Rasulullah saw bersabda:
اَلْجِهَادُ وَاجِبٌ مَعَ كُلِّ اَمِيْرٍ بَرًّا كَانَ اَوْ فَاجِرًا وَاِنْ هُوَ عَمِلَ الْكَبَائِرَ . وَالصَّلاَةُ وَاجِبَةٌ عَلَيْكُمْ خَلْفَ كُلِّ مُسْلِمٍ بَرًّا كَانَ اَوْ فَاجِرًا وَاِنْ هُوَ عَمِلَ الْكَبَائِرَ . وَالصَّلاَةُ وَاجِبَةٌ عَلَيْكُمْ وَعَلَى كُلِّ مُسْلِمٍ يَمُوْتُ بَرًّا كَانَ اَوْ فَاجِرًا وَاِنْ هُوَ عَمِلَ الْكَبَائِرَ
Berjuang bersama setiap pemimpin wajib hukumnya, tak peduli apakah ia orang baik atau orang durhaka meskipun melakukan dosa-dosa besar. Salat bersama setiap imam yang muslim wajib hukumnya, tak peduli apakah ia orang baik atau orang durhaka meskipun melakukan dosa-dosa besar.
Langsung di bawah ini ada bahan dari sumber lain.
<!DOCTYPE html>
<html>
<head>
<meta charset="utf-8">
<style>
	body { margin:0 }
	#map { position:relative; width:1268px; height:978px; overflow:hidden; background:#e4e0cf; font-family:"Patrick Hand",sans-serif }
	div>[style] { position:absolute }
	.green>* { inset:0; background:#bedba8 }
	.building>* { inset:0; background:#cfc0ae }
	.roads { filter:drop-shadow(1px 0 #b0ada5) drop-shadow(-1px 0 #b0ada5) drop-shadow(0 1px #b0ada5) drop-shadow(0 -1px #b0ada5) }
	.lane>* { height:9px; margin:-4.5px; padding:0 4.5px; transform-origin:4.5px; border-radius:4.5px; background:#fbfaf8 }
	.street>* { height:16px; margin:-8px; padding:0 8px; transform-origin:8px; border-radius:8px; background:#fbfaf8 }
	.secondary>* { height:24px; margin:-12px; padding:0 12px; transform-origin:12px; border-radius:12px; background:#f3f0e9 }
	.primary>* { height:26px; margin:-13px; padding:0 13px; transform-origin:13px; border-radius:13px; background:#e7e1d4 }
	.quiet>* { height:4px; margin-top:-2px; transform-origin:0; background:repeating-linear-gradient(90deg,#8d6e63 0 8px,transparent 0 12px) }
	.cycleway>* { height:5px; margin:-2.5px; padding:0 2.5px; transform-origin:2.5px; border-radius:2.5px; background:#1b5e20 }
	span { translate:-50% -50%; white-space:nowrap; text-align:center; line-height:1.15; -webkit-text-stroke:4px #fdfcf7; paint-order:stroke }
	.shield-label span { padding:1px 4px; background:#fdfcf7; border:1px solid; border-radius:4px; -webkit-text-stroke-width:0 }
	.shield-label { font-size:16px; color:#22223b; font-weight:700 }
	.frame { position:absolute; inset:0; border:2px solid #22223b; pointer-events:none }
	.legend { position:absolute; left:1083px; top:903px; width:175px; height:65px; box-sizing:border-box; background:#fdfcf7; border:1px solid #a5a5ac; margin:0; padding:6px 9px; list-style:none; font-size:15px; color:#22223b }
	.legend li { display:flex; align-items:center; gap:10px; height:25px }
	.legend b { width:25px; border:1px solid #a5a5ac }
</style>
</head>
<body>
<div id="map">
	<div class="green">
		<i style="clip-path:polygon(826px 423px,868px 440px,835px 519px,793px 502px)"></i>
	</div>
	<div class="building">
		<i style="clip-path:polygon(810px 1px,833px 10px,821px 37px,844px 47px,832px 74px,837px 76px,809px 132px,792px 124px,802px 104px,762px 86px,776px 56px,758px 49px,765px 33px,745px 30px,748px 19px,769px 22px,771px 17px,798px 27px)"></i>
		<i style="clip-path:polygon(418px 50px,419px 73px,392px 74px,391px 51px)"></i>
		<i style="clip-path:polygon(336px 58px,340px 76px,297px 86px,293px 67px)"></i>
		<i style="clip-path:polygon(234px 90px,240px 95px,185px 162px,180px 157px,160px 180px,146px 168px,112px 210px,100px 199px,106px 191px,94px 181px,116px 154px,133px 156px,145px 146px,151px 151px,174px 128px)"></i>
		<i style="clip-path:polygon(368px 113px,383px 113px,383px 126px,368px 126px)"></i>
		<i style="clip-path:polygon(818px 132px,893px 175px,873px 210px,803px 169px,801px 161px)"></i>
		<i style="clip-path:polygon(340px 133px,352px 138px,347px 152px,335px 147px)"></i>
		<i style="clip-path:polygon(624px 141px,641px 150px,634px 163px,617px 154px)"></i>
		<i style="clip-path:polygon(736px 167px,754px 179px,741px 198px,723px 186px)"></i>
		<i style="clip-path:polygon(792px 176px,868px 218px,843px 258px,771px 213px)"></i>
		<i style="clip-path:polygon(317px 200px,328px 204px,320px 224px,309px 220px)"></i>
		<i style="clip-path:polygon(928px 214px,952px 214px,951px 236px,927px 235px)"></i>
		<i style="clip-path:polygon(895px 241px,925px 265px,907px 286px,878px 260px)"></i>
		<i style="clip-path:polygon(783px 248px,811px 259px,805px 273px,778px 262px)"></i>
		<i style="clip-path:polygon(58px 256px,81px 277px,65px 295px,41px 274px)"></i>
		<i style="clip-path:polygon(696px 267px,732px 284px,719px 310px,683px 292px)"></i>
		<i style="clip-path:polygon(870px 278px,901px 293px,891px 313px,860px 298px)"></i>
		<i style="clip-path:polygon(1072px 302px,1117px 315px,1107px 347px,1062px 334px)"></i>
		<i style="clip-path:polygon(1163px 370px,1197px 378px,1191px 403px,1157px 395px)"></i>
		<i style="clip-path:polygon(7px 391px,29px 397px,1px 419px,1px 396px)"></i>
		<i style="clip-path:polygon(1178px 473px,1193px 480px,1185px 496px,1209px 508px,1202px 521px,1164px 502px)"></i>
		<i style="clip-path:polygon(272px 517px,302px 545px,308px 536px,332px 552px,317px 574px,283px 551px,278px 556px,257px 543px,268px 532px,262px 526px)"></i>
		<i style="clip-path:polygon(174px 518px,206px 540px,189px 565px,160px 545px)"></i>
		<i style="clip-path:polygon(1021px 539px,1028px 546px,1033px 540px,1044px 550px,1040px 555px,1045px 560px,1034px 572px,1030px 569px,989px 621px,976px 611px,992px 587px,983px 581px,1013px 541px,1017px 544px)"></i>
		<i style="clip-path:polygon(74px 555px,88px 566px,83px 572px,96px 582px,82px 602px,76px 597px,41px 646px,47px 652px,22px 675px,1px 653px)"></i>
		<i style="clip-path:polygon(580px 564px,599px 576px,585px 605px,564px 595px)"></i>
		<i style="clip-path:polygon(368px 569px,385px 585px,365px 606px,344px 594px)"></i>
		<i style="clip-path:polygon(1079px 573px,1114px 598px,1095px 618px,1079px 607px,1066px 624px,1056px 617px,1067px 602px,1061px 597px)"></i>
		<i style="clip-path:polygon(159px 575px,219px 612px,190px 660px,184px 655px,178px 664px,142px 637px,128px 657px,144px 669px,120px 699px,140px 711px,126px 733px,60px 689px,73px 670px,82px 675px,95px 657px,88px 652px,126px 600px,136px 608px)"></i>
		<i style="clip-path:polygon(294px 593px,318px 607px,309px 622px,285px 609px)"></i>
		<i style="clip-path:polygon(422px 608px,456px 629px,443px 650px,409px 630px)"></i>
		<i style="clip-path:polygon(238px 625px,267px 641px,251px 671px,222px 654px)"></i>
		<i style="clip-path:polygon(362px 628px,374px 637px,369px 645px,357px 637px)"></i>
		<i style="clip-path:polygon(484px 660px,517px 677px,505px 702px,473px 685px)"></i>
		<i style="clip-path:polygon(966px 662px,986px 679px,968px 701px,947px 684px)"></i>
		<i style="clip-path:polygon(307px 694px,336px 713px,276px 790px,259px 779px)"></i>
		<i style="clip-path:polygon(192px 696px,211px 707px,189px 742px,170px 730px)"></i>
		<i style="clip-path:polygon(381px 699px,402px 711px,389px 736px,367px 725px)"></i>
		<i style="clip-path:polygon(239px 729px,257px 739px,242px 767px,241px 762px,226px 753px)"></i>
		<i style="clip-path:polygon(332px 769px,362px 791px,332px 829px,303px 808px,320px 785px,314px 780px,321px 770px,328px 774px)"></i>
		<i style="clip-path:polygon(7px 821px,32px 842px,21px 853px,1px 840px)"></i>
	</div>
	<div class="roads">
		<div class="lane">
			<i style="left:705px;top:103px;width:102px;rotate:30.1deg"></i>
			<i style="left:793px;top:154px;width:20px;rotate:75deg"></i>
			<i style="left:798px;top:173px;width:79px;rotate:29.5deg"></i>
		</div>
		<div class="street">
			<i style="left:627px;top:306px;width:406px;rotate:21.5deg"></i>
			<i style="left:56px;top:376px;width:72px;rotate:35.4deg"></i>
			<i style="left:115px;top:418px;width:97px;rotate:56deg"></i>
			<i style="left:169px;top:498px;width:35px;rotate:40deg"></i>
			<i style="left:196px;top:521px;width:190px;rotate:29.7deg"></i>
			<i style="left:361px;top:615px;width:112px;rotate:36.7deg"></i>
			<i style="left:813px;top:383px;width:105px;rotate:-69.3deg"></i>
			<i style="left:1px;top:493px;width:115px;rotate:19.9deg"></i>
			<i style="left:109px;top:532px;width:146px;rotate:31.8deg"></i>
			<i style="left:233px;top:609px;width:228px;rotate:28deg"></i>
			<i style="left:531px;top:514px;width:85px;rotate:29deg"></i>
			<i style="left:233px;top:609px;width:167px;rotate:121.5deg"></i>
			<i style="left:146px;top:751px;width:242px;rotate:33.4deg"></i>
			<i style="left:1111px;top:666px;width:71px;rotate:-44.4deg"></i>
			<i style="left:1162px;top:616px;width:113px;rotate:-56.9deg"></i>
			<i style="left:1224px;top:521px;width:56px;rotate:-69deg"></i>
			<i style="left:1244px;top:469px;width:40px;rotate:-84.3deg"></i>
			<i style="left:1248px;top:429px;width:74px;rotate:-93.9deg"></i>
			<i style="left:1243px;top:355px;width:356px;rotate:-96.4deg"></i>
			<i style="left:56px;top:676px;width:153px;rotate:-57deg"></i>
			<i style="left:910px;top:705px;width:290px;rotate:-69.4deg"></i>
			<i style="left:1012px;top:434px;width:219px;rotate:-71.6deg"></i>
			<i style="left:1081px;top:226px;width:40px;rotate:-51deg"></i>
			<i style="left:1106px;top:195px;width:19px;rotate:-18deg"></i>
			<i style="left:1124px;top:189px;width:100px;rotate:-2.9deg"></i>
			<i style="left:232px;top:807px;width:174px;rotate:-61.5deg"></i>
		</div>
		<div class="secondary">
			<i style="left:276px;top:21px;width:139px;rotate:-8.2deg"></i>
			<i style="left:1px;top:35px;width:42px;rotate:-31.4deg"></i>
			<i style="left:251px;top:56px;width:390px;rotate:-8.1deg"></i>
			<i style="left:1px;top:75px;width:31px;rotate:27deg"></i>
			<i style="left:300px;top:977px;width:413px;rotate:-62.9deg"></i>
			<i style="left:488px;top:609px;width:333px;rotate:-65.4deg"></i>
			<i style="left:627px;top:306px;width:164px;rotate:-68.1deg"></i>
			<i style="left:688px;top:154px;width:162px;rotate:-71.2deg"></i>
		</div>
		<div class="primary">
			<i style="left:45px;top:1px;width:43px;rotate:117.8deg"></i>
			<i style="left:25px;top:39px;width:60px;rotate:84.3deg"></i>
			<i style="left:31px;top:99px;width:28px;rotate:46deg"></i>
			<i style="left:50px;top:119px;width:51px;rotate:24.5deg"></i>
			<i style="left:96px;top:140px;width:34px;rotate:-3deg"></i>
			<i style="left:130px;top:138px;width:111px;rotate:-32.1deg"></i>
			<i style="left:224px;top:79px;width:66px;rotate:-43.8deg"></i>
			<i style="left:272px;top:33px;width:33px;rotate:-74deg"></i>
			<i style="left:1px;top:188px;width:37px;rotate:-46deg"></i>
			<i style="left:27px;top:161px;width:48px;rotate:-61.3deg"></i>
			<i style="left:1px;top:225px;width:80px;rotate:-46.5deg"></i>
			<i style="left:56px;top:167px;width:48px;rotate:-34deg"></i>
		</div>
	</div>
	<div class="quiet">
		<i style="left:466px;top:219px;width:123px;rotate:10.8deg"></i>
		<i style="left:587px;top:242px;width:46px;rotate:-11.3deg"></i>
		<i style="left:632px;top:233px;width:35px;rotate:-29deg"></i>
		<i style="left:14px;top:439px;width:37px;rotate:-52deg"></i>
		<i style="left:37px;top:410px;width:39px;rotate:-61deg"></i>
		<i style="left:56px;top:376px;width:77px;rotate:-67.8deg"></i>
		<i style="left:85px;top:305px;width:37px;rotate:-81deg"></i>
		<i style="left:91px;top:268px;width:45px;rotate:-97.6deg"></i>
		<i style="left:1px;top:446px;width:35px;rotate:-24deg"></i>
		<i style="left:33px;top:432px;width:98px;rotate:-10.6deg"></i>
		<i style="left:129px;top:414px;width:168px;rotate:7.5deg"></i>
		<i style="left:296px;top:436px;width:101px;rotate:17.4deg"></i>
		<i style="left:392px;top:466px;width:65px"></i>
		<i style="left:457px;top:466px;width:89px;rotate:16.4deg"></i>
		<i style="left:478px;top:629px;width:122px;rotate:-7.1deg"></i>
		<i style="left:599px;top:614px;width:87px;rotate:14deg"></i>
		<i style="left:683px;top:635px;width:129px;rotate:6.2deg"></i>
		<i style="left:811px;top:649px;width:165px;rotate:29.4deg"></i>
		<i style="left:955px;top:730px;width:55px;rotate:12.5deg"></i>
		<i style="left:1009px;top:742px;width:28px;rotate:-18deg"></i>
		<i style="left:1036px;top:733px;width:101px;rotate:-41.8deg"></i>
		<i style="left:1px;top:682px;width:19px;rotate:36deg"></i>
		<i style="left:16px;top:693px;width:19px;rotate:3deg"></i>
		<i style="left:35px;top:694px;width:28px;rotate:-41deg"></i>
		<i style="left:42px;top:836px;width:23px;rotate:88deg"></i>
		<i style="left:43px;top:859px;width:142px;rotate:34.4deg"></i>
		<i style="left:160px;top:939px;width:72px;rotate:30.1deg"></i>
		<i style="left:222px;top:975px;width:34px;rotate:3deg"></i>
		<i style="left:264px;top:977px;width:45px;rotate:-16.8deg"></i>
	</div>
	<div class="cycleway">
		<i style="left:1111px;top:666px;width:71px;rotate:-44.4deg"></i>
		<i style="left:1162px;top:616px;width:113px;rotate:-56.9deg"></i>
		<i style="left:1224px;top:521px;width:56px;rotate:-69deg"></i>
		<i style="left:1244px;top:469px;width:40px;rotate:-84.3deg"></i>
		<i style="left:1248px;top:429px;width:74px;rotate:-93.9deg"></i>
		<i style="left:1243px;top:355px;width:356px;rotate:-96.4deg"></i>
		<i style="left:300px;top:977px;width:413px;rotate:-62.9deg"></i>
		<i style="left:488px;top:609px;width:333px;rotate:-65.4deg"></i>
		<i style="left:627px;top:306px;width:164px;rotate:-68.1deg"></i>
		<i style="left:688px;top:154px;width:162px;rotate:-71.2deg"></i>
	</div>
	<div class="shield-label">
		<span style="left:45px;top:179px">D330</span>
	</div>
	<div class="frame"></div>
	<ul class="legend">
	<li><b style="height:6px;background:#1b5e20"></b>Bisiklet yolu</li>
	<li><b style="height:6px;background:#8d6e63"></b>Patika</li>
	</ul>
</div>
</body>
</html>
Dan salat itu wajib atas kamu sekalian dan atas setiap muslim yang mati, tak peduli apakah ia orang baik atau orang durhaka meskipun melakukan dosa-dosa besar.
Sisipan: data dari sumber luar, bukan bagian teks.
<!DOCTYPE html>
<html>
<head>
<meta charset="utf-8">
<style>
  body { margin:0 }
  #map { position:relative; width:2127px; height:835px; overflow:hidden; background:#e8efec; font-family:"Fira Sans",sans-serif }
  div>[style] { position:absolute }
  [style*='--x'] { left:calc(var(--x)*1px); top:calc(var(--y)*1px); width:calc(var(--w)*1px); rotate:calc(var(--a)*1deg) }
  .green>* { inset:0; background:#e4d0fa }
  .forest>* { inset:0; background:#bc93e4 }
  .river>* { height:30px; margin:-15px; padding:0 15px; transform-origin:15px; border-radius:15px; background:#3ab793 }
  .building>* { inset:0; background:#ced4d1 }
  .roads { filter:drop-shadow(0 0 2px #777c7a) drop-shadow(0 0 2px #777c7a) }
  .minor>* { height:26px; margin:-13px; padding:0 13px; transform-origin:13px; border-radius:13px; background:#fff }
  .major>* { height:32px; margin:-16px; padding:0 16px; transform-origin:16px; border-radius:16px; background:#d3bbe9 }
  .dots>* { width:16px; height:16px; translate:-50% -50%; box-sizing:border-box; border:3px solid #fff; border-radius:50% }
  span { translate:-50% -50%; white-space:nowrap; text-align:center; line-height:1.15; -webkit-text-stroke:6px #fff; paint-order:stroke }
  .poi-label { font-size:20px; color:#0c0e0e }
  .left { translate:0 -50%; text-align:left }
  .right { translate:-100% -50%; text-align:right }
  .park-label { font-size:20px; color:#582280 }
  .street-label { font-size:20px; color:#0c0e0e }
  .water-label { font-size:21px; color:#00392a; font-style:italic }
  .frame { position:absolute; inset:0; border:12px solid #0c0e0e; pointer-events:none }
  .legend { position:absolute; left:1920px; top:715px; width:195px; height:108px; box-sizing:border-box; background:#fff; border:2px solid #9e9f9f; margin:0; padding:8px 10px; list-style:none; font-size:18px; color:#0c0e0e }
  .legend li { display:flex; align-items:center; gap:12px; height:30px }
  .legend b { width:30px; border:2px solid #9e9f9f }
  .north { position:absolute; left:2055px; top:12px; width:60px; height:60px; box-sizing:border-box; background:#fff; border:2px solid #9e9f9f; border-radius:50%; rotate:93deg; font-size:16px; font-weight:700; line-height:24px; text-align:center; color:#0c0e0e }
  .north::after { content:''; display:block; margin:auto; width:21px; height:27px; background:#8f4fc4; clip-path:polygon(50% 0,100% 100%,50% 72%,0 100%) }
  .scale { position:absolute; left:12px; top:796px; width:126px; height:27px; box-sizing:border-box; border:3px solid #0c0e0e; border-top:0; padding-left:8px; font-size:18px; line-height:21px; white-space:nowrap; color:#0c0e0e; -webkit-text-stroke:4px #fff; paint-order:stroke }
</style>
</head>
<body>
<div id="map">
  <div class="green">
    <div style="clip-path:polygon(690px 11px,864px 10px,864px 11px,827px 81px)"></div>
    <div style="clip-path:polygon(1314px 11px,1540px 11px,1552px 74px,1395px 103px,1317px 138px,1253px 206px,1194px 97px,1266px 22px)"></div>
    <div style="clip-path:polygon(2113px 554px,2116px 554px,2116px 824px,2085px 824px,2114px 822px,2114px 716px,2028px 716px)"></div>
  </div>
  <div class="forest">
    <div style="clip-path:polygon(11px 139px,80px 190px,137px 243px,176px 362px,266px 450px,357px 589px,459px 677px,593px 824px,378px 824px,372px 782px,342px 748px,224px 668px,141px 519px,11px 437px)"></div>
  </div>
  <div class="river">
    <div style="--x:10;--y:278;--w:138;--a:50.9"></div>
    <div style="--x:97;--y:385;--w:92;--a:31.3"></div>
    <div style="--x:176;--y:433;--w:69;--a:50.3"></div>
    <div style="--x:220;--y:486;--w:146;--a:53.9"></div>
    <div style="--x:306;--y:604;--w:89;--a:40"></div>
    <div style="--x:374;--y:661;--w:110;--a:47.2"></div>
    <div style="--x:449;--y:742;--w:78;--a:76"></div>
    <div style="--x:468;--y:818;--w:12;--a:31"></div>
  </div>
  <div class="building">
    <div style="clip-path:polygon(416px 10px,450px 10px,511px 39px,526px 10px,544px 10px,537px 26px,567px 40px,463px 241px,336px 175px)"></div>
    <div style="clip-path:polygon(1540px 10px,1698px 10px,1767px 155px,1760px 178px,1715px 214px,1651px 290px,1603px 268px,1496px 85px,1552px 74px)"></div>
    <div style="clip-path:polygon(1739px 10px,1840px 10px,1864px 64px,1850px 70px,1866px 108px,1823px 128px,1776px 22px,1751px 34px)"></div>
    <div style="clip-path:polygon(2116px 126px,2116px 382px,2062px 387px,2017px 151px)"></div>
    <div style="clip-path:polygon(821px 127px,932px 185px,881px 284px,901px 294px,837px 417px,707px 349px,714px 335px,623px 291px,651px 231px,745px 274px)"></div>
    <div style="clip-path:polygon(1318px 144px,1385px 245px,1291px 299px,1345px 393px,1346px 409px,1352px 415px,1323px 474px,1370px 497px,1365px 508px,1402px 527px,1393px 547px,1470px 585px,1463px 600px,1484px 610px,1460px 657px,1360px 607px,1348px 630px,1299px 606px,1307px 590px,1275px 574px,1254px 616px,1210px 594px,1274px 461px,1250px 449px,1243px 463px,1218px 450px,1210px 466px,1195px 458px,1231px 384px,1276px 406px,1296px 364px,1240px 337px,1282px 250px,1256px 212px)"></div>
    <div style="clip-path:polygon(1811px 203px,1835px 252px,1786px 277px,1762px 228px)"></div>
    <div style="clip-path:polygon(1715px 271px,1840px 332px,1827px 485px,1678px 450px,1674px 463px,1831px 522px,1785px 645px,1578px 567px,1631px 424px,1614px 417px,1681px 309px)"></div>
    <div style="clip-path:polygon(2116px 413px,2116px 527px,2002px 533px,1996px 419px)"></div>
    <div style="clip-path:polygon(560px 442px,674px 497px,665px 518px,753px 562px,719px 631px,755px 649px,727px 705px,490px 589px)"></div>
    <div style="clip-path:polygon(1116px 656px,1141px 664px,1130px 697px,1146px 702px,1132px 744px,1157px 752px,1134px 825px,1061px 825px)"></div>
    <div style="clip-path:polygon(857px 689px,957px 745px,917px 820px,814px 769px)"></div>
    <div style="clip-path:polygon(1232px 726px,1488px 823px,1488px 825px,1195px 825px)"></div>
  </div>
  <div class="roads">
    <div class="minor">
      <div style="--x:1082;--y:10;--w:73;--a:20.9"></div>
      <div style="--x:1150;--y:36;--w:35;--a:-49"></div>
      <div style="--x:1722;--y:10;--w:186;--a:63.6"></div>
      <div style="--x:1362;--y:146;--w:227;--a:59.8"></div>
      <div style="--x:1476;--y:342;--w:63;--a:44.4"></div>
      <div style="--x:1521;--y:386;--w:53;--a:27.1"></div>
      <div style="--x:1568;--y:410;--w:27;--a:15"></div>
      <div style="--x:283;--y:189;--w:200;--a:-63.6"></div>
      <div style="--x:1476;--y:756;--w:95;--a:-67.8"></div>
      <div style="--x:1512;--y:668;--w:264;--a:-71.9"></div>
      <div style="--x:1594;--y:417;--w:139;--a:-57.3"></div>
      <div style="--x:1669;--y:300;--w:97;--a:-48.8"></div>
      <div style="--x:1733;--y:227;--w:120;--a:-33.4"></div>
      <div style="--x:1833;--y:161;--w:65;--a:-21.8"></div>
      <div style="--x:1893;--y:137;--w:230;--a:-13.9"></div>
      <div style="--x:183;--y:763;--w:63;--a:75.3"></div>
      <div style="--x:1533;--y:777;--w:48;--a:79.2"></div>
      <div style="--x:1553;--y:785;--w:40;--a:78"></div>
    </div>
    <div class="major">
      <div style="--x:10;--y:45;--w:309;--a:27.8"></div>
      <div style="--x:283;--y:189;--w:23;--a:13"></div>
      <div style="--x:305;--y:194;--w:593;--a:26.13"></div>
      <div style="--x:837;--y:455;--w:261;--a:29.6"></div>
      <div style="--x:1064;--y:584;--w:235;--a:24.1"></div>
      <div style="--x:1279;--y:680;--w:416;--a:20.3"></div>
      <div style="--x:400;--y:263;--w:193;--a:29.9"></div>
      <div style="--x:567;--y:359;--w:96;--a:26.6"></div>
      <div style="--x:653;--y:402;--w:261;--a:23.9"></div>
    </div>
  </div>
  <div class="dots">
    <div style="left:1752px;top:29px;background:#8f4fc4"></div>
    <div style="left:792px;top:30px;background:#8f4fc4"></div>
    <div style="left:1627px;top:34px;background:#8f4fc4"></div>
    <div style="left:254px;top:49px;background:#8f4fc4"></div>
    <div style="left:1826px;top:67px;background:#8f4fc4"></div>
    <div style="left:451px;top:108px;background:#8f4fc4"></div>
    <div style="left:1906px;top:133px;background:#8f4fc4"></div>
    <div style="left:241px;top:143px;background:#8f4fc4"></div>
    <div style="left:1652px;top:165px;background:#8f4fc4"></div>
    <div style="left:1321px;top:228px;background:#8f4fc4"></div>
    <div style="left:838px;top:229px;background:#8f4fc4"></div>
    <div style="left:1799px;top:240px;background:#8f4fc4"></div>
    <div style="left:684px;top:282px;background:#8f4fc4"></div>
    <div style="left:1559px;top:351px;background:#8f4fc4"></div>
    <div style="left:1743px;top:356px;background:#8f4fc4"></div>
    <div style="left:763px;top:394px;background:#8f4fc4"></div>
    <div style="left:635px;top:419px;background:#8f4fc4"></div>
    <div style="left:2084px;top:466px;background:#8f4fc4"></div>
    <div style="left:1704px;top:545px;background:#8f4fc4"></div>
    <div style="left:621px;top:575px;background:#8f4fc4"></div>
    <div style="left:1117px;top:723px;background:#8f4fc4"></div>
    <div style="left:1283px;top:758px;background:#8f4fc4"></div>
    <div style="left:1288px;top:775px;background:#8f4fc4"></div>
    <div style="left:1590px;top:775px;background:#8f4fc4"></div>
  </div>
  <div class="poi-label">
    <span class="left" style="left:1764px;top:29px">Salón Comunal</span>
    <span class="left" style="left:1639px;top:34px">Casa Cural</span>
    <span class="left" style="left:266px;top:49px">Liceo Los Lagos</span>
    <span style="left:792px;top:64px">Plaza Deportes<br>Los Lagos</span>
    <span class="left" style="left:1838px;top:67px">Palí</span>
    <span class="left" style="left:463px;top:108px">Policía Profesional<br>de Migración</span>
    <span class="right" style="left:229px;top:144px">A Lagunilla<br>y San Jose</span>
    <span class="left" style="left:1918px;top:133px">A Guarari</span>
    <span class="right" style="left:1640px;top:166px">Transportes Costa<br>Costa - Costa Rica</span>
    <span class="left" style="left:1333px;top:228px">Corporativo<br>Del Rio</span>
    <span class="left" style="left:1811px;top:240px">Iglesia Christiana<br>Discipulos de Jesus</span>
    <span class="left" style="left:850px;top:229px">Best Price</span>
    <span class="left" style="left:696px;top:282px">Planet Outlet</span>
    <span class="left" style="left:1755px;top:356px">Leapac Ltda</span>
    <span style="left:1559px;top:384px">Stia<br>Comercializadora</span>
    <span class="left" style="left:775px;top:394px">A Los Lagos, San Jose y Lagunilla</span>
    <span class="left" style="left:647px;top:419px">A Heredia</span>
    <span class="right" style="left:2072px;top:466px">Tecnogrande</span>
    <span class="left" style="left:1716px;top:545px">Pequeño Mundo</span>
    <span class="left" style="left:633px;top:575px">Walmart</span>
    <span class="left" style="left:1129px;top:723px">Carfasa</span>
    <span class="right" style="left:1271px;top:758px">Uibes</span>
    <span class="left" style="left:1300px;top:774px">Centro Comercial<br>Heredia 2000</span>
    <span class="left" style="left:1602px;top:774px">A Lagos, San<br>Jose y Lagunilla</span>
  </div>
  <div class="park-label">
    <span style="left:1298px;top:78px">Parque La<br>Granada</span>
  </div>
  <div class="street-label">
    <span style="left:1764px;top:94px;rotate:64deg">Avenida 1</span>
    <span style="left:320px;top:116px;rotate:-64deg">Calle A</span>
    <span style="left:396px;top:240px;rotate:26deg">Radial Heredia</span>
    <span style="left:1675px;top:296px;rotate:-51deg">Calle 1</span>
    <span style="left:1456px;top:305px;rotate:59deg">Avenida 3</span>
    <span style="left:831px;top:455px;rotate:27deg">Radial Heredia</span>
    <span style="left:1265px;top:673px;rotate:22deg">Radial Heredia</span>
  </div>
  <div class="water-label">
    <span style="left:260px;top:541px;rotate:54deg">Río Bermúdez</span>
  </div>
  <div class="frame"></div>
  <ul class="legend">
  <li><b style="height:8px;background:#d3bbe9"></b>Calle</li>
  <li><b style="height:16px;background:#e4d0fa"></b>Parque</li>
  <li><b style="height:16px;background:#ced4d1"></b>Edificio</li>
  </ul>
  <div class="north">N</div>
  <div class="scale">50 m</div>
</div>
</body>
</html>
Maksud hadits di atas adalah bahwa berjuang, salat berjamaah, dan salat janazah adalah fardlu kifayah. Disunnahkan agar jumlah orang yang melakukan salat janazah sebanyak 100 (seratus) orang, berdasarkan sabda Nabi Muhammad saw:
مَنْ صَلَّى عَلَيْهِ مِائَةٌ مِنَ الْمُسْلِمِيْنَ غُفِرَتْ ذُنُوْبُهُ
Barangsiapa yang jenazahnya disalatkan oleh 100 orang muslimin, niscaya diampunkan baginya dosa-dosanya.

Syeikh al-Azizi menukil pendapat Syeikh al-Manawi, bahwa yang nampak dari hadits di atas adalah dosa-dosa mayit tersebut diampunkan, sampai dengan dosa-dosa besar.